Forex markets are intricately-woven reflections of the supply and demand for currencies around the world. Whilst currencies are always quoted in pairs, as an explanation of the relative value of one against the other, they are all interlinked in varying degrees to all other pair’s movements and value. The relationship between these currency pairs is known as their ‘correlation’, or the degree to which the movements of one pair affects the movements of another. Correlations can change over time, with some pairs becoming more or less correlated with one another; however, many currency pairs have a consistent correlation which is important for forex traders who can use these to manage the exposure of their trades and in order to hedge their positions.

Correlation tables

Understanding the degree to which currency pairs can be correlated removes counterproductive trading and the risk of two trades cancelling one another out. Correlation values are presented between -1 and +1 with a perfect correlation being +1 and no correlation being -1. These correlations are presented in a table which commonly provide the figures for one month and up to one year. It is important to remember that forex correlations are not necessarily fixed and are subject to fluctuations throughout the year and even on a daily basis. These changes underline the importance of checking currency correlations using longer term averages such as the yearly figure, in order to get a more comprehensive overview of the relationship between currency pairs.

Pairs that can be described as highly correlated, and therefore that move in unison, include the USD/GBP and GBP/JPY. The positive correlation between these pairs means that, when the USD/GBP rises or falls, it is very likely that the GBP/JPY will also follow this move. Entering opposing trades on both of these pairs, therefore, would be counterproductive as a long and short position on each of these would cancel one another out. Similarly, a currency pairs which have a high negative correlation, such as the EUR/USD and USD/CHF, will move in opposing directions most of the time. Taking a trade in the same direction on each of these pairs would therefore be likely to have the same negative effect of cancelling-out any gains.

Influential factors

Factors which influence the relationship between currency pairs can include geopolitical changes, commodity price fluctuations and, importantly, convergence and divergence of monetary policy. As interest rates and speculation surrounding these is a major driver of currency movements, these can potentially influence the correlation between pairs with similar or opposing interest rate forecasts.
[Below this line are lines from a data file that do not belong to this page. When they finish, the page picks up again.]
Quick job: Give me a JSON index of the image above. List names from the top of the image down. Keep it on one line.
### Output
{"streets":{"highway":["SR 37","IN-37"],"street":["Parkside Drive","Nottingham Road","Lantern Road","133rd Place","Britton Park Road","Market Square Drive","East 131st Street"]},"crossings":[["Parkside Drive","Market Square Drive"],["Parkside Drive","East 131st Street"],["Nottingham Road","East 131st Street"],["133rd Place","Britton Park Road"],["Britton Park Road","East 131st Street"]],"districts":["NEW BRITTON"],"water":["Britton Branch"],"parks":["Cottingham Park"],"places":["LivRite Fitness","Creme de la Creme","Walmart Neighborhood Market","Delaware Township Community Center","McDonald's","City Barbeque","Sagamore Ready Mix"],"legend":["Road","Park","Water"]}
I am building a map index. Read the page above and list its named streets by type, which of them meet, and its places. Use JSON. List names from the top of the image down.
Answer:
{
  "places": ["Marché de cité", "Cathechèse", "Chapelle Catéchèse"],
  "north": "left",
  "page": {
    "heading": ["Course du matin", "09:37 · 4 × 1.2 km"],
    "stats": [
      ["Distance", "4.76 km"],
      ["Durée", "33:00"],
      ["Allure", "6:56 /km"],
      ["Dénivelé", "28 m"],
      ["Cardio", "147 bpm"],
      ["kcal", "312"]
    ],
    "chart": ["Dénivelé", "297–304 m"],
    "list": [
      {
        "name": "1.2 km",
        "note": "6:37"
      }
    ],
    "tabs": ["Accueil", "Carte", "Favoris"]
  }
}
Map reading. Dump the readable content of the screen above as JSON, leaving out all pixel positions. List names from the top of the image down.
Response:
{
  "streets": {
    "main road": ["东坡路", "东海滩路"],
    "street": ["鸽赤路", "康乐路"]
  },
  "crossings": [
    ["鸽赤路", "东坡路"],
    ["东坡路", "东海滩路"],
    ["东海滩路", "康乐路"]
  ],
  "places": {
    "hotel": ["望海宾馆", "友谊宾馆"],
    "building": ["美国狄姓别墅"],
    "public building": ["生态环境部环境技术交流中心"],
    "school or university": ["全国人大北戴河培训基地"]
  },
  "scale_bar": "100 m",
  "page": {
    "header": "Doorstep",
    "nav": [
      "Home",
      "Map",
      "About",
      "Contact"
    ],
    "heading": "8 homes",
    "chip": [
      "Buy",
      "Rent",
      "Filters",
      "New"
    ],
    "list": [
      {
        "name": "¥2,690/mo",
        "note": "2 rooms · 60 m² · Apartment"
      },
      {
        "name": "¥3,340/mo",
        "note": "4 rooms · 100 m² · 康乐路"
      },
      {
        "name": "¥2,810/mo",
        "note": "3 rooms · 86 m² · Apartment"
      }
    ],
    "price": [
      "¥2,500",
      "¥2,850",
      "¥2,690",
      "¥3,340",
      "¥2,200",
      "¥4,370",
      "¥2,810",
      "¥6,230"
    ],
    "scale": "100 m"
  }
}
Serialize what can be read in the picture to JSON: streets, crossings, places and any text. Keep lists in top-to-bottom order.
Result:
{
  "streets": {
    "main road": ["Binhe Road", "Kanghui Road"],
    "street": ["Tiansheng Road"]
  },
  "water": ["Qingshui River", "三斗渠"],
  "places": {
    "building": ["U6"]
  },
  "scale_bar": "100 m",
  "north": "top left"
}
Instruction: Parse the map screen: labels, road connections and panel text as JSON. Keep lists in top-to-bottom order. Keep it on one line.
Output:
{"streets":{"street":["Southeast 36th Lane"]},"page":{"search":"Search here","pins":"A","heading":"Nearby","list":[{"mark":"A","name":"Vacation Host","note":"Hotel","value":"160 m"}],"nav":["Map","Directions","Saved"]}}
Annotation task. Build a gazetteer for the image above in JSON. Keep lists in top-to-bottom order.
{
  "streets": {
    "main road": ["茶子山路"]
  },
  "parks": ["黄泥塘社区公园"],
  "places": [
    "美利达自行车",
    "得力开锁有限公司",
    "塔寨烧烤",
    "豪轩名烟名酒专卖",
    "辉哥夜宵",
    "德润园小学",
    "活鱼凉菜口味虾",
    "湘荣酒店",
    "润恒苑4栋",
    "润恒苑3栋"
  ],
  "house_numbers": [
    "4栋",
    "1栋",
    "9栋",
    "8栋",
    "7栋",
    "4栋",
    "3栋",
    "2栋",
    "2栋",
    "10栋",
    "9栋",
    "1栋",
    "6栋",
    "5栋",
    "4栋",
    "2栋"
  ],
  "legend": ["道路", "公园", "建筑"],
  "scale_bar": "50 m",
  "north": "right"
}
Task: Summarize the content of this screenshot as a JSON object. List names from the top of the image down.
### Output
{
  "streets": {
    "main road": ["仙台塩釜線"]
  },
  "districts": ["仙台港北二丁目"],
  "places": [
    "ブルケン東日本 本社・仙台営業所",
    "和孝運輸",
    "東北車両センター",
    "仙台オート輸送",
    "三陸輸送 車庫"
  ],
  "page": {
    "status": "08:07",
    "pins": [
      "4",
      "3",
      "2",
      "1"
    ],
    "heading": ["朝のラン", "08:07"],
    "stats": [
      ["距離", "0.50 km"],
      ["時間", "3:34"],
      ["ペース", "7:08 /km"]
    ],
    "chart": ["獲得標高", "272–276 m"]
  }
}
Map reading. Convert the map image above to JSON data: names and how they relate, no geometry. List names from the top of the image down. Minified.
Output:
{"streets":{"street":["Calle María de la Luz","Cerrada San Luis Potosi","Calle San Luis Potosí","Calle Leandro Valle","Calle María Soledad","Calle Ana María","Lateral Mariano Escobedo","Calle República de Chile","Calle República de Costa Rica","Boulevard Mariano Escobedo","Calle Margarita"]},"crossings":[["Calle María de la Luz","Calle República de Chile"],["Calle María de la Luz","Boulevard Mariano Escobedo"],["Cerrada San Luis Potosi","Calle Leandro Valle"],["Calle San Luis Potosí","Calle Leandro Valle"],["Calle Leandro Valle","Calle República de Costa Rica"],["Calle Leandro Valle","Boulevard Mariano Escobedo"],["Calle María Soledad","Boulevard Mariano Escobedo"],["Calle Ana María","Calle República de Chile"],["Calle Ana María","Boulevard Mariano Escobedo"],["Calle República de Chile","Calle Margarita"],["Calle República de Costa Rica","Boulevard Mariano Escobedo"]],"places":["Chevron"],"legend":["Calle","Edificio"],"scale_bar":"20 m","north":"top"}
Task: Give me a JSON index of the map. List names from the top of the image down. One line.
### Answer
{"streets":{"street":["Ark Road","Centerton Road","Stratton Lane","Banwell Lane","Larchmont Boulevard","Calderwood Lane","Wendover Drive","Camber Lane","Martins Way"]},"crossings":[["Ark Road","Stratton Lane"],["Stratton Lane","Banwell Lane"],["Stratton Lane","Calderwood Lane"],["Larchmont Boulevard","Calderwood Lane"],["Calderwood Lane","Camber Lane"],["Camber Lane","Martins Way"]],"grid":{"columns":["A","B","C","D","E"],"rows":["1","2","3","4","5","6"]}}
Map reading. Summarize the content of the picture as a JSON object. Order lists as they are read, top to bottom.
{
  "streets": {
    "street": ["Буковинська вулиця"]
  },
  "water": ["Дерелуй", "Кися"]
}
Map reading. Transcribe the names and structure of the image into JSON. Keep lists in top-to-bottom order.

The benefits of trading using currency correlations

Correlations can also benefit forex traders by allowing them to spread their risk over highly correlated currency pairs. Rather than entering a position on just one currency pair, a portfolio can be diversified between highly correlated pairs in order to lower the risk associated with over-exposure. This is most effective when currency pairs are highly, but not perfectly, correlated. An example may be a long position on both the EUR/USD and AUD/USD which have a generally high correlation. The trade here would assume a devaluing of the USD but by spreading the risk between the two pairs. The difference in monetary policies between the Australian and European Central Banks would also help protect the trade against the rise of the US dollar as they are unlikely to be affected equally and one may therefore absorb some of the negative impact of the rise.

Furthermore, those pairs with a strong negative correlation can be used to hedge against one another. Due to the fact that the number of points movement for the two currencies are unlikely to be equal, traders can take advantage of this by taking opposing positions in order to offset any losses should the trade fail to be profitable. Although this will result in lower profits, the use of negatively correlated pairs to insure losses are limited is a good example of the benefit of understanding currency correlations.